There are way too many unanswered questions in the case, she added, which is why it should be remanded to the lower court.

"The employer needs to furnish discovery on the requirements and how the job was advertised," she said. "What is the job of the lawyers in that program? Are they proselytizing on the job or not? That would seem odd while giving legal advice on secular subjects. And if they are not requiring people to proselytize, then that should be seen as sexual orientation discrimination. So are they hiring ministers or lawyers?

"And what about hiring people of other faiths to prepare food or do financial accounting? The goal among some conservatives—often Christian evangelicals—is to secure a legal free pass that faith-based organizations need not adhere to civil law to operate in the public sphere but without accountability to public laws. This is paving a path to a theocratic society we have not seen in the United States in a couple hundred years," Pizer said.

Warner disagrees, framing the issue as the government forcing a religious group to hire individuals who would subvert the organization.

"If you have an employee, a lawyer who does not agree with those beliefs and sends out a different message, the Mission's message will be undermined and it will affect the ministry's ministry," he said. Woods had indicated, he added, that he hoped his presence would induce UGM to hire more people like him.

"The implication was that he wanted to change the Mission's beliefs on human sexuality," Warner said. "He didn't follow the religious lifestyle requirements, and he was not a member of a church.... He was a low-level volunteer, but what's clear when he applied is that he had the intent of changing the organization's religious beliefs. That was certainly a concern for the Mission."

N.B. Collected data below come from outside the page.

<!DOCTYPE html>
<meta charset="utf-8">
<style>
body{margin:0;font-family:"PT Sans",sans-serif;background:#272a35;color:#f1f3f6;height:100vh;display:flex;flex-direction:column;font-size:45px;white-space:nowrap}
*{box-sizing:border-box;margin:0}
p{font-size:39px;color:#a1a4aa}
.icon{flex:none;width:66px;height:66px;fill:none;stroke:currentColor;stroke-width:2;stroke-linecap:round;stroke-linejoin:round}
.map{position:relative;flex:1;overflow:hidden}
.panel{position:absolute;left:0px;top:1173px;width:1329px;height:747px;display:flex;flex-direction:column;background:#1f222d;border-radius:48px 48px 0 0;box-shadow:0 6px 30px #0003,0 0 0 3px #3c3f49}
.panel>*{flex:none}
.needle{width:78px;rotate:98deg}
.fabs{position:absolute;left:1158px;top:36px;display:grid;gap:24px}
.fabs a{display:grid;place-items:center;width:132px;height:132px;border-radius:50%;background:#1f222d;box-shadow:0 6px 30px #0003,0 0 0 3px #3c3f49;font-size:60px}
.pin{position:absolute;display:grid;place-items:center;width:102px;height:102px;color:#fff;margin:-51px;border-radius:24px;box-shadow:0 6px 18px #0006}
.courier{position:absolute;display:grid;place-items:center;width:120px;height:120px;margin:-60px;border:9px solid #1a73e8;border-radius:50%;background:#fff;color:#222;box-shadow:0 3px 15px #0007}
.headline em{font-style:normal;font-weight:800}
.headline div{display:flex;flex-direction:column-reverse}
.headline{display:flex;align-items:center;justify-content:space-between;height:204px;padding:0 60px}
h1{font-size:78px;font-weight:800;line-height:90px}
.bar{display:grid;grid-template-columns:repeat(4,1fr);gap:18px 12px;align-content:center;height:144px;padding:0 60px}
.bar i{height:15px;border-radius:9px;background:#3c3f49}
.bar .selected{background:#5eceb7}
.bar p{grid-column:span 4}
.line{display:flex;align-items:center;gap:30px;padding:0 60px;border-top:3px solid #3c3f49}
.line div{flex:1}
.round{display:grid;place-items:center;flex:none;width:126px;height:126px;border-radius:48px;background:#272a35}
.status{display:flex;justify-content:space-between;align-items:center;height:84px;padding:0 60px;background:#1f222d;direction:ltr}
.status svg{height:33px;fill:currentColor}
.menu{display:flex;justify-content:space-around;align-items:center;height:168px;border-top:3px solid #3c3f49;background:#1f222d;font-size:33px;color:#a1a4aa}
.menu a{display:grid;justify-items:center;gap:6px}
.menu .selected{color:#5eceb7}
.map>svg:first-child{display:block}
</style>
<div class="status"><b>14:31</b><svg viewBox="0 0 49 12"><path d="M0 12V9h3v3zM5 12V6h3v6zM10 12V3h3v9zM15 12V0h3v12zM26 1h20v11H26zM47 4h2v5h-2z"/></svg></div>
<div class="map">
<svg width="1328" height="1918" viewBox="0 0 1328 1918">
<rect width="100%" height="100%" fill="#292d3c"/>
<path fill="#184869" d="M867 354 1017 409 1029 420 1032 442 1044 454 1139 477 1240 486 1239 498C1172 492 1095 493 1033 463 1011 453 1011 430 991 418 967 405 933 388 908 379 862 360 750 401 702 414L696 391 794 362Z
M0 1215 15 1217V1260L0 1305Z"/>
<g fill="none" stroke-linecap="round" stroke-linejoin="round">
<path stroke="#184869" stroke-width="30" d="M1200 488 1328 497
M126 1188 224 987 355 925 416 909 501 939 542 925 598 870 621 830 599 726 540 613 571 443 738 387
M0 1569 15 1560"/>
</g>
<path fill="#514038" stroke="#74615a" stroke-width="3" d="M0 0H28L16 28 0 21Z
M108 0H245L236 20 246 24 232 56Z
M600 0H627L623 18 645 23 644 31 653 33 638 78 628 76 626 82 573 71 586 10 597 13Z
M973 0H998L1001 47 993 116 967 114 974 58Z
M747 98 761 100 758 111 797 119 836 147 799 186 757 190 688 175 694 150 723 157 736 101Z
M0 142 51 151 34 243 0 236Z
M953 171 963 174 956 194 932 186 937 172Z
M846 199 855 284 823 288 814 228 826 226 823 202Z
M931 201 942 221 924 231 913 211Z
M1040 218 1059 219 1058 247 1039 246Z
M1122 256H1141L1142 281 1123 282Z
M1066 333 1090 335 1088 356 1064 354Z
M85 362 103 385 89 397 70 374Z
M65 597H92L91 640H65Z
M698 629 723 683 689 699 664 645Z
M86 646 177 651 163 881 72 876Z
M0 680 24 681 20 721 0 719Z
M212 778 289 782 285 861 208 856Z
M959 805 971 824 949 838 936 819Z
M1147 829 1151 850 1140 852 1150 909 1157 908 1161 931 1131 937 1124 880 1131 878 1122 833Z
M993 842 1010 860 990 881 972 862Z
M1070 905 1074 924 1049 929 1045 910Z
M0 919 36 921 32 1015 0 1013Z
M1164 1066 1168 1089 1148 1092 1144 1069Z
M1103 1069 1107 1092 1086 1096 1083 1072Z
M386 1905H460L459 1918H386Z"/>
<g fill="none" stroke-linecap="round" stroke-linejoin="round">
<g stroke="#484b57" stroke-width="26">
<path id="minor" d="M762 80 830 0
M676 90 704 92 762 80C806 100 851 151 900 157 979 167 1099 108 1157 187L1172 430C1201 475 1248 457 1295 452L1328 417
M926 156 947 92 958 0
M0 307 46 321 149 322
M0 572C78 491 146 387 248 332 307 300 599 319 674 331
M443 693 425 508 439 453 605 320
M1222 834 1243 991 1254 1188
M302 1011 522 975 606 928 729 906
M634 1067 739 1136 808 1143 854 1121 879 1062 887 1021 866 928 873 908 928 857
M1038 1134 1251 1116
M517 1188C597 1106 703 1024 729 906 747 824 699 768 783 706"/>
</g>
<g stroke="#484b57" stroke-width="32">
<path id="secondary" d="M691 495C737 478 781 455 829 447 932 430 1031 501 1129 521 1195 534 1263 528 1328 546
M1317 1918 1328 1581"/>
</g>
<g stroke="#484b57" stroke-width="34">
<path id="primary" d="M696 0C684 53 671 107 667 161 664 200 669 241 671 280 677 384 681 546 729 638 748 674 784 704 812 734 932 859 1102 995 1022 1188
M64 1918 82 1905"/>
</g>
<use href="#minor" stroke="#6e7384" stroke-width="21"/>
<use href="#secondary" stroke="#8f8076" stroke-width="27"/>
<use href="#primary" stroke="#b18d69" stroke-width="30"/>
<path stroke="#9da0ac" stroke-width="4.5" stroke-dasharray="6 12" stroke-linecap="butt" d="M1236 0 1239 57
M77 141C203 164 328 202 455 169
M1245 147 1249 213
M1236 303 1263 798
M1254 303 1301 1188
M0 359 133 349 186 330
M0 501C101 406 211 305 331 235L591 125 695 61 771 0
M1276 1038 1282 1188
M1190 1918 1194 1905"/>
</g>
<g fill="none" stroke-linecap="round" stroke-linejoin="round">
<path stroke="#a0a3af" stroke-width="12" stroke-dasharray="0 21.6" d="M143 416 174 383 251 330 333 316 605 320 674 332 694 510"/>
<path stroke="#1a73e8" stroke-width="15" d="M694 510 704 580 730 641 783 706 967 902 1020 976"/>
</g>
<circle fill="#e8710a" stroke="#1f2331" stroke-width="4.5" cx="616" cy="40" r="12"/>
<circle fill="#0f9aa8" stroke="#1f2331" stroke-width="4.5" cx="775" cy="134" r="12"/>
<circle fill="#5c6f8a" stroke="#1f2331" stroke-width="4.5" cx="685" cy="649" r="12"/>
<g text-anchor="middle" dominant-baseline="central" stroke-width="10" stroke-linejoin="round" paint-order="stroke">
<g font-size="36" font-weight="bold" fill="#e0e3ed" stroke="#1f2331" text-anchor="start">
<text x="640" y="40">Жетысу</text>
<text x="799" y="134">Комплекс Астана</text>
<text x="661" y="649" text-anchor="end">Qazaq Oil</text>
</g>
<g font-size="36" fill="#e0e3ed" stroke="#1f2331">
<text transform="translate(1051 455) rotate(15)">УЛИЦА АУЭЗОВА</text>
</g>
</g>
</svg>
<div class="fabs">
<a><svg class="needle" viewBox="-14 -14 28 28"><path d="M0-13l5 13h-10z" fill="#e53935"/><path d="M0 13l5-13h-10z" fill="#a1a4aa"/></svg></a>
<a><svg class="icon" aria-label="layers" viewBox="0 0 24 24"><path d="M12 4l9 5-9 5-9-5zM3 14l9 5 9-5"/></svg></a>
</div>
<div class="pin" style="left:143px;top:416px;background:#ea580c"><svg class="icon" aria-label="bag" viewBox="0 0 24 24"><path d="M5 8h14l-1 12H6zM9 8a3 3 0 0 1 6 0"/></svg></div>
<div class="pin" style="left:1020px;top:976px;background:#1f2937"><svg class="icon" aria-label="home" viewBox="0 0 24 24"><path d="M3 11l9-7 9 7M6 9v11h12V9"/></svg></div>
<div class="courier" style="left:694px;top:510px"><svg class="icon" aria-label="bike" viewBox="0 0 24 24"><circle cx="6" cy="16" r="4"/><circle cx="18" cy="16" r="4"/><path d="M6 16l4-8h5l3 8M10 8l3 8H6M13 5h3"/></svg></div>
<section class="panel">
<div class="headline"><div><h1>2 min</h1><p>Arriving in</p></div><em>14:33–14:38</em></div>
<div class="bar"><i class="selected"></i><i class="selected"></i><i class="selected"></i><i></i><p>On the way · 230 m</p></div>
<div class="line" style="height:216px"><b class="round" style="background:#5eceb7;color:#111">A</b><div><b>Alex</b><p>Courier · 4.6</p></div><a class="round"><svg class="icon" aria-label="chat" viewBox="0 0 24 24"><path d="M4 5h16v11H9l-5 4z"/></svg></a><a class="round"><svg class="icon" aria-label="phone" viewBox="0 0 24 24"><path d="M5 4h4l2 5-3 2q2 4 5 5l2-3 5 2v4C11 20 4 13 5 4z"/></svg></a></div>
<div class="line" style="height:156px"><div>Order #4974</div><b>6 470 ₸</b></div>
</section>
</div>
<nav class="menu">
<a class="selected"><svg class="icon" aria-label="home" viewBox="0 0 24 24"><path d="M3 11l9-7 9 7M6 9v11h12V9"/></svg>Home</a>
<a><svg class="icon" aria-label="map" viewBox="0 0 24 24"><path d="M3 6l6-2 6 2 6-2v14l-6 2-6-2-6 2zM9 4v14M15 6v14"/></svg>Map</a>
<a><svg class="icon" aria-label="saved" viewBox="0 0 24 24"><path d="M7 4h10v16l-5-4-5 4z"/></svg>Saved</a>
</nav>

Pizer pointed out that two recent U.S. Supreme Court cases—Our Lady of Guadalupe School v. Morrissey-Berru and Hosanna-Tabor Evangelical Lutheran Church and School v. EEOC—gave religious schools wide latitude in determining which teachers qualified for a ministerial exception from anti-discrimination laws.

Also, Justice Clarence Thomas wrote a concurring opinion with Justice Neil Gorsuch in Morrissey-Berru, saying that courts should defer to any religious organization's claim that a certain employee's position is ministerial. If the justices take up the UGM case – and she thinks at least four justices may wish to do so - that means they probably intend to broaden who qualifies as "ministers," which could allow religious organizations to ignore multiple anti-discrimination laws.

"Would the same reasoning apply at Catholic hospitals, from scrub nurses to surgeons?" Pizer asked. "Would it mean that eye surgery is a religious function and an employer can fire the Jewish doctors?... When they engage with the public and perform public functions, we need them to follow the rules that go along with those public functions."